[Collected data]
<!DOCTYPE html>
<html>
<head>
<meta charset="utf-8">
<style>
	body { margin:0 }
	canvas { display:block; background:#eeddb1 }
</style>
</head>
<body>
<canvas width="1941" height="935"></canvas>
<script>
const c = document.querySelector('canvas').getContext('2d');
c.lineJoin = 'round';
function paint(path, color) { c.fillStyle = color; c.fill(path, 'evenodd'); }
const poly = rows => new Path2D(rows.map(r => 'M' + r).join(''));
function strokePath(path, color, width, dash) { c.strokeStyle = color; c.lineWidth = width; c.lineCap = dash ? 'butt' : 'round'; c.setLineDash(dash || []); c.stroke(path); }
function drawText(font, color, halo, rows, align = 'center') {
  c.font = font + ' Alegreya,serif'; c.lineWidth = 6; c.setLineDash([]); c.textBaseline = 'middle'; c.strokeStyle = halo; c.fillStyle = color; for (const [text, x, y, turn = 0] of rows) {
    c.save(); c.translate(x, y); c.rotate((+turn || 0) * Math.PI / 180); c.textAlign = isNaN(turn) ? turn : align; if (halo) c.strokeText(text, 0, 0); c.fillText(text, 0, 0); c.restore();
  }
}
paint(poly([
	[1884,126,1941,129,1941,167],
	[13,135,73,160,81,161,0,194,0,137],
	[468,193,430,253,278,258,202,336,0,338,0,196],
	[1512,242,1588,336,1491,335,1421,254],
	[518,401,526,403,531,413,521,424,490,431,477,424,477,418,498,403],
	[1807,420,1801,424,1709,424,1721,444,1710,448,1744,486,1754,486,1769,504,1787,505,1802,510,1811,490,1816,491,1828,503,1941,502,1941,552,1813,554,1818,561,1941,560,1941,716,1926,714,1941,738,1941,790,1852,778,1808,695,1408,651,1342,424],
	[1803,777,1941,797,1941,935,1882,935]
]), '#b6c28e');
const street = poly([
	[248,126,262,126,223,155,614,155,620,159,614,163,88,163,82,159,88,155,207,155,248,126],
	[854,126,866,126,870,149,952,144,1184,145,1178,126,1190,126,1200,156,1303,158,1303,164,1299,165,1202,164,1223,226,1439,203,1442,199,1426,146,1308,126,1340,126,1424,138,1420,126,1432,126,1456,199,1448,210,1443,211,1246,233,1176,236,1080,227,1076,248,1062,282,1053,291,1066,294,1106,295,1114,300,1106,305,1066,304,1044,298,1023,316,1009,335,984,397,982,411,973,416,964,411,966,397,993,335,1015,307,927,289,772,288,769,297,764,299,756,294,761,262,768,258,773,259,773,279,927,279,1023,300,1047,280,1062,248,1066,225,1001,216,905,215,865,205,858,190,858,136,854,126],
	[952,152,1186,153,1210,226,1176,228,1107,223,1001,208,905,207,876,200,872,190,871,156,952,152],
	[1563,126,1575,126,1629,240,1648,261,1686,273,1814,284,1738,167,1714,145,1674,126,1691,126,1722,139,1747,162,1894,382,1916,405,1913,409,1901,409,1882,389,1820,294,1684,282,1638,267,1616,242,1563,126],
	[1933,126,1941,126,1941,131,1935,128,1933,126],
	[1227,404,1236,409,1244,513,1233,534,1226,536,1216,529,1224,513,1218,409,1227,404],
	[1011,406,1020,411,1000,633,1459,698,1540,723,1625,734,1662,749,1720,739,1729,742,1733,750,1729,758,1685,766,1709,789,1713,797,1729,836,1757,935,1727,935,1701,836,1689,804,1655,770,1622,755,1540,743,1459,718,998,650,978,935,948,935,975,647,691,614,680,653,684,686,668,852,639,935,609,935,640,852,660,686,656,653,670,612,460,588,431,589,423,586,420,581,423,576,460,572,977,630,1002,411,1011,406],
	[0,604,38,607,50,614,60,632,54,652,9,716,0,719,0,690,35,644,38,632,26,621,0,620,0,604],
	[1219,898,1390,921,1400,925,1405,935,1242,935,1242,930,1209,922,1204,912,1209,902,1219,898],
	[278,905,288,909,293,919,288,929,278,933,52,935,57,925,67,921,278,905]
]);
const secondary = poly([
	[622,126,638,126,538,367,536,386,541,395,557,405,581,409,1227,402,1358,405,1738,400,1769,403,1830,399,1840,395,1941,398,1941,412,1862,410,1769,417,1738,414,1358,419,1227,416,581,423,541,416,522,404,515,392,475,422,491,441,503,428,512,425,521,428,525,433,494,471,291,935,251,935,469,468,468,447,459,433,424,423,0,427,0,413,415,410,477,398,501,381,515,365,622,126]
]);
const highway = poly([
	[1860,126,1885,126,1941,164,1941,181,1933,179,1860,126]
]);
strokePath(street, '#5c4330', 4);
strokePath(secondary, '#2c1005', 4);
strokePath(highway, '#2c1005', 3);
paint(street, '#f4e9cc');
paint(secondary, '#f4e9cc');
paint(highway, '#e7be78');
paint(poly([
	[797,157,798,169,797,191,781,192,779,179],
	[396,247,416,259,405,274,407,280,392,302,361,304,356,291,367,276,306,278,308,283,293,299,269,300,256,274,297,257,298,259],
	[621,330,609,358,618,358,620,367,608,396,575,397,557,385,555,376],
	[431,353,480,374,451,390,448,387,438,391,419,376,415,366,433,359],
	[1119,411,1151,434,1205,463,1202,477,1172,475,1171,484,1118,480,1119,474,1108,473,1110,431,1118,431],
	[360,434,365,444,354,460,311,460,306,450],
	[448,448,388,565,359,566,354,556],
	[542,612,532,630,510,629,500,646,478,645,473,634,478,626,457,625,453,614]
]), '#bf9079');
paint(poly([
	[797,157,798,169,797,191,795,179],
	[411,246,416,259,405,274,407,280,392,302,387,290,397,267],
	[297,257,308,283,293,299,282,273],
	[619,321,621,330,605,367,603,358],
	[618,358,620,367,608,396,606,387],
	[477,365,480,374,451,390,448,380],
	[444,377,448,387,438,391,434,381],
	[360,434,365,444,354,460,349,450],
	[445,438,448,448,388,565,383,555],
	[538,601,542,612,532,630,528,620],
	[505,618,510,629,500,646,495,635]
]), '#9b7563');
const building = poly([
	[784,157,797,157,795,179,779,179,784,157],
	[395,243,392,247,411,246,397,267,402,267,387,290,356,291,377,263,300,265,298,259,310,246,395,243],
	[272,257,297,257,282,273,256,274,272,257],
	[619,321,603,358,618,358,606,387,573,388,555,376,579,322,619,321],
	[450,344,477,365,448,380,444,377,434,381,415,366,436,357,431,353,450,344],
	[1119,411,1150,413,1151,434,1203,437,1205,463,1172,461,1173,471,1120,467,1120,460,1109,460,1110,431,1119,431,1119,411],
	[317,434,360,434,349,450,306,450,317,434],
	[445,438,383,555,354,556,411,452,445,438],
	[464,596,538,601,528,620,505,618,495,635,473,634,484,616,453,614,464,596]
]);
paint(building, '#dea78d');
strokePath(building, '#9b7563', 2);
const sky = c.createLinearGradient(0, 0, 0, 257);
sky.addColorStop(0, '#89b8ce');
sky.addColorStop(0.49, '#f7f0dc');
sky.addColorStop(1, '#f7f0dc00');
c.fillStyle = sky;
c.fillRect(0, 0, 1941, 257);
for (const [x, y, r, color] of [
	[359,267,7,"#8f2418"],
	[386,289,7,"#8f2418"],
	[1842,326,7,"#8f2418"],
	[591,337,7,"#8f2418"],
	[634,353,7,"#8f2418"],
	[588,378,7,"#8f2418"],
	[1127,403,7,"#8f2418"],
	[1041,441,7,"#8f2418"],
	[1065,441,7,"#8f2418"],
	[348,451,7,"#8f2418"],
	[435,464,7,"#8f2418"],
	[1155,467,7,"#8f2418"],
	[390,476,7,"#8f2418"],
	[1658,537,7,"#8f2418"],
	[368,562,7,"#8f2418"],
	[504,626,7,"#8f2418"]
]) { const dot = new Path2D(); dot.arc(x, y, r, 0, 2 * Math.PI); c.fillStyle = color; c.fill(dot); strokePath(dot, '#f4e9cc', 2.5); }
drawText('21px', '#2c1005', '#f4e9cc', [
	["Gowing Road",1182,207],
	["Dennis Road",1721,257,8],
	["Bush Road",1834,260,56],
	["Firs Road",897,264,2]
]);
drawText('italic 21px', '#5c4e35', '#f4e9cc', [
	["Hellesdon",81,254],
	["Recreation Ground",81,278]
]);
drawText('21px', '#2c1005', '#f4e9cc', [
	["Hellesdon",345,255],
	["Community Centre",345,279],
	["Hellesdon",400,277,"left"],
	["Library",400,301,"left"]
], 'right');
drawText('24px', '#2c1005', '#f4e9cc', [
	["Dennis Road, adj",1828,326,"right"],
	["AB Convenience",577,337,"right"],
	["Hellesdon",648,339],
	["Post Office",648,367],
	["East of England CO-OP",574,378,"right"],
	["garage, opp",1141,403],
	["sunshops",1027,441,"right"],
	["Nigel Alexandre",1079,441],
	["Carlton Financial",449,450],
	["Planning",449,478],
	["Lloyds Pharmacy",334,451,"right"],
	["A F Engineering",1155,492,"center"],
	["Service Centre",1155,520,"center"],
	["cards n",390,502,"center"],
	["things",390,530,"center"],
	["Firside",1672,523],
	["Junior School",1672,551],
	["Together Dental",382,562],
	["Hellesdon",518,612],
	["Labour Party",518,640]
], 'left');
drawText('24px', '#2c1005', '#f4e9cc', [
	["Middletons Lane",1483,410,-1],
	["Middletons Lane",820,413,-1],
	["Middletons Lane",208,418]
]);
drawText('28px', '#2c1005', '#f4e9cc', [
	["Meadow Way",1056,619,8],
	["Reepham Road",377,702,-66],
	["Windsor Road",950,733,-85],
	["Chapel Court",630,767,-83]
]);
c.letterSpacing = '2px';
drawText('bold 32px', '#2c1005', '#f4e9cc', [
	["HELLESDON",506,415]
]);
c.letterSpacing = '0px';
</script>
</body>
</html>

» TASK DIRECTIONS:
Using the records above, select and copy every line that has the word "canvas".

» THE ANSWER:
	canvas { display:block; background:#eeddb1 }
<canvas width="1941" height="935"></canvas>
const c = document.querySelector('canvas').getContext('2d');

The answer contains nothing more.